Quote each record exactly, please, leaving none out.

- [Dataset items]
☆ ☆ ☆ ☆
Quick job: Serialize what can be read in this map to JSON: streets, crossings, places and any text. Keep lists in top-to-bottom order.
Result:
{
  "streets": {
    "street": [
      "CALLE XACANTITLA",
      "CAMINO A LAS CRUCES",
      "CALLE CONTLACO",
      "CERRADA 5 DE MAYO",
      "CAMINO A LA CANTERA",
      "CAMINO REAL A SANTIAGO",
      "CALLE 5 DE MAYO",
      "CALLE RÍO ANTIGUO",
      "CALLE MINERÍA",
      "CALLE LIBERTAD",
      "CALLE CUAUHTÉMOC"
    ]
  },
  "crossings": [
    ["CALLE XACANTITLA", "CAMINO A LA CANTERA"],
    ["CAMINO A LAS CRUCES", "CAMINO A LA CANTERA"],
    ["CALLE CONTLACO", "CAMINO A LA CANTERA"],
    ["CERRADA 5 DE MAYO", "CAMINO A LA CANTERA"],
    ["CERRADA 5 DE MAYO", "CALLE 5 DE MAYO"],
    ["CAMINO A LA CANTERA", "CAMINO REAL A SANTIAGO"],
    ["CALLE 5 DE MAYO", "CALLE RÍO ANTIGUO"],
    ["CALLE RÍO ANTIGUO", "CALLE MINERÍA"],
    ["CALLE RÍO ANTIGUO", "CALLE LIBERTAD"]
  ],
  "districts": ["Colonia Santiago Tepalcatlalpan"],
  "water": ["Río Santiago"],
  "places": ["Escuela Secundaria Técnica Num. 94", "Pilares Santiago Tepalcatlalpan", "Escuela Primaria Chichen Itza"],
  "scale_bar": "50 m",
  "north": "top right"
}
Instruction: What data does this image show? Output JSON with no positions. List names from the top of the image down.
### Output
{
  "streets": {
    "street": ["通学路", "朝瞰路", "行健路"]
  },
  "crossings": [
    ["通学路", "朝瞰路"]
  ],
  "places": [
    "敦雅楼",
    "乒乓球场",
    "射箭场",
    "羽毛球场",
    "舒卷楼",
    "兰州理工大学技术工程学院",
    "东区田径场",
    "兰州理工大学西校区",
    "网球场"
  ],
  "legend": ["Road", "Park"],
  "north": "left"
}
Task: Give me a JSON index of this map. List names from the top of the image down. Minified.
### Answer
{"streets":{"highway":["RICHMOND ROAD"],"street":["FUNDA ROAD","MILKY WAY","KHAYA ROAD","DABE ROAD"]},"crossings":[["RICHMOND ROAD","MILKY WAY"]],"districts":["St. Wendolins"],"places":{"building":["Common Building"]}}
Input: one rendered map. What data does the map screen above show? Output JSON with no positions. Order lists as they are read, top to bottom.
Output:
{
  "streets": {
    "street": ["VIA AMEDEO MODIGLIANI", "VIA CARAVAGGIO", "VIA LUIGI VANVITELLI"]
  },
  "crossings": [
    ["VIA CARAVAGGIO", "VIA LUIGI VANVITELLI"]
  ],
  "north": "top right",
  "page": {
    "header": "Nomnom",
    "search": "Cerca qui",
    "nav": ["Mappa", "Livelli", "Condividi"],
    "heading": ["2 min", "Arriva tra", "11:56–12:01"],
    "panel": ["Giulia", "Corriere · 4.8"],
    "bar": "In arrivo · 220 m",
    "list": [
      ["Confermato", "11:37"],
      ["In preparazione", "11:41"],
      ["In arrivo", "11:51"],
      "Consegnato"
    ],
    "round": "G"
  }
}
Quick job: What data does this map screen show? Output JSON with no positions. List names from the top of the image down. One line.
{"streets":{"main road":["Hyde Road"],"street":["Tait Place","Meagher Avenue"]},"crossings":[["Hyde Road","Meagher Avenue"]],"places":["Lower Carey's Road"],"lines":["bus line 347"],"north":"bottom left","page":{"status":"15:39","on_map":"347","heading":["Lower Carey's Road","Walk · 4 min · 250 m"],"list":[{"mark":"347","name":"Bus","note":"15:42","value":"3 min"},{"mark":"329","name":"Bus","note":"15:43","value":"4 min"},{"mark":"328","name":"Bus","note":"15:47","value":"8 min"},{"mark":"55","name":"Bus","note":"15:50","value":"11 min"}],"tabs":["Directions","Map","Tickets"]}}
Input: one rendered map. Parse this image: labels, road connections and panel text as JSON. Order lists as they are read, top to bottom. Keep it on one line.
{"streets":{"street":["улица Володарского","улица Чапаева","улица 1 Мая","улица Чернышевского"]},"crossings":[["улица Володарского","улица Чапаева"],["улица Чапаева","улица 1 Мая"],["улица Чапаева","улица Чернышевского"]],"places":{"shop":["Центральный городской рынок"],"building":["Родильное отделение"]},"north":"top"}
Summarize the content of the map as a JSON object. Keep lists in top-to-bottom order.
☆ ☆ ☆ ☆
- [Your response]
Quick job: Serialize what can be read in this map to JSON: streets, crossings, places and any text. Keep lists in top-to-bottom order.
Result:
{
  "streets": {
    "street": [
      "CALLE XACANTITLA",
      "CAMINO A LAS CRUCES",
      "CALLE CONTLACO",
      "CERRADA 5 DE MAYO",
      "CAMINO A LA CANTERA",
      "CAMINO REAL A SANTIAGO",
      "CALLE 5 DE MAYO",
      "CALLE RÍO ANTIGUO",
      "CALLE MINERÍA",
      "CALLE LIBERTAD",
      "CALLE CUAUHTÉMOC"
    ]
  },
  "crossings": [
    ["CALLE XACANTITLA", "CAMINO A LA CANTERA"],
    ["CAMINO A LAS CRUCES", "CAMINO A LA CANTERA"],
    ["CALLE CONTLACO", "CAMINO A LA CANTERA"],
    ["CERRADA 5 DE MAYO", "CAMINO A LA CANTERA"],
    ["CERRADA 5 DE MAYO", "CALLE 5 DE MAYO"],
    ["CAMINO A LA CANTERA", "CAMINO REAL A SANTIAGO"],
    ["CALLE 5 DE MAYO", "CALLE RÍO ANTIGUO"],
    ["CALLE RÍO ANTIGUO", "CALLE MINERÍA"],
    ["CALLE RÍO ANTIGUO", "CALLE LIBERTAD"]
  ],
  "districts": ["Colonia Santiago Tepalcatlalpan"],
  "water": ["Río Santiago"],
  "places": ["Escuela Secundaria Técnica Num. 94", "Pilares Santiago Tepalcatlalpan", "Escuela Primaria Chichen Itza"],
  "scale_bar": "50 m",
  "north": "top right"
}
Instruction: What data does this image show? Output JSON with no positions. List names from the top of the image down.
### Output
{
  "streets": {
    "street": ["通学路", "朝瞰路", "行健路"]
  },
  "crossings": [
    ["通学路", "朝瞰路"]
  ],
  "places": [
    "敦雅楼",
    "乒乓球场",
    "射箭场",
    "羽毛球场",
    "舒卷楼",
    "兰州理工大学技术工程学院",
    "东区田径场",
    "兰州理工大学西校区",
    "网球场"
  ],
  "legend": ["Road", "Park"],
  "north": "left"
}
Task: Give me a JSON index of this map. List names from the top of the image down. Minified.
### Answer
{"streets":{"highway":["RICHMOND ROAD"],"street":["FUNDA ROAD","MILKY WAY","KHAYA ROAD","DABE ROAD"]},"crossings":[["RICHMOND ROAD","MILKY WAY"]],"districts":["St. Wendolins"],"places":{"building":["Common Building"]}}
Input: one rendered map. What data does the map screen above show? Output JSON with no positions. Order lists as they are read, top to bottom.
Output:
{
  "streets": {
    "street": ["VIA AMEDEO MODIGLIANI", "VIA CARAVAGGIO", "VIA LUIGI VANVITELLI"]
  },
  "crossings": [
    ["VIA CARAVAGGIO", "VIA LUIGI VANVITELLI"]
  ],
  "north": "top right",
  "page": {
    "header": "Nomnom",
    "search": "Cerca qui",
    "nav": ["Mappa", "Livelli", "Condividi"],
    "heading": ["2 min", "Arriva tra", "11:56–12:01"],
    "panel": ["Giulia", "Corriere · 4.8"],
    "bar": "In arrivo · 220 m",
    "list": [
      ["Confermato", "11:37"],
      ["In preparazione", "11:41"],
      ["In arrivo", "11:51"],
      "Consegnato"
    ],
    "round": "G"
  }
}
Quick job: What data does this map screen show? Output JSON with no positions. List names from the top of the image down. One line.
{"streets":{"main road":["Hyde Road"],"street":["Tait Place","Meagher Avenue"]},"crossings":[["Hyde Road","Meagher Avenue"]],"places":["Lower Carey's Road"],"lines":["bus line 347"],"north":"bottom left","page":{"status":"15:39","on_map":"347","heading":["Lower Carey's Road","Walk · 4 min · 250 m"],"list":[{"mark":"347","name":"Bus","note":"15:42","value":"3 min"},{"mark":"329","name":"Bus","note":"15:43","value":"4 min"},{"mark":"328","name":"Bus","note":"15:47","value":"8 min"},{"mark":"55","name":"Bus","note":"15:50","value":"11 min"}],"tabs":["Directions","Map","Tickets"]}}
Input: one rendered map. Parse this image: labels, road connections and panel text as JSON. Order lists as they are read, top to bottom. Keep it on one line.
{"streets":{"street":["улица Володарского","улица Чапаева","улица 1 Мая","улица Чернышевского"]},"crossings":[["улица Володарского","улица Чапаева"],["улица Чапаева","улица 1 Мая"],["улица Чапаева","улица Чернышевского"]],"places":{"shop":["Центральный городской рынок"],"building":["Родильное отделение"]},"north":"top"}
Summarize the content of the map as a JSON object. Keep lists in top-to-bottom order.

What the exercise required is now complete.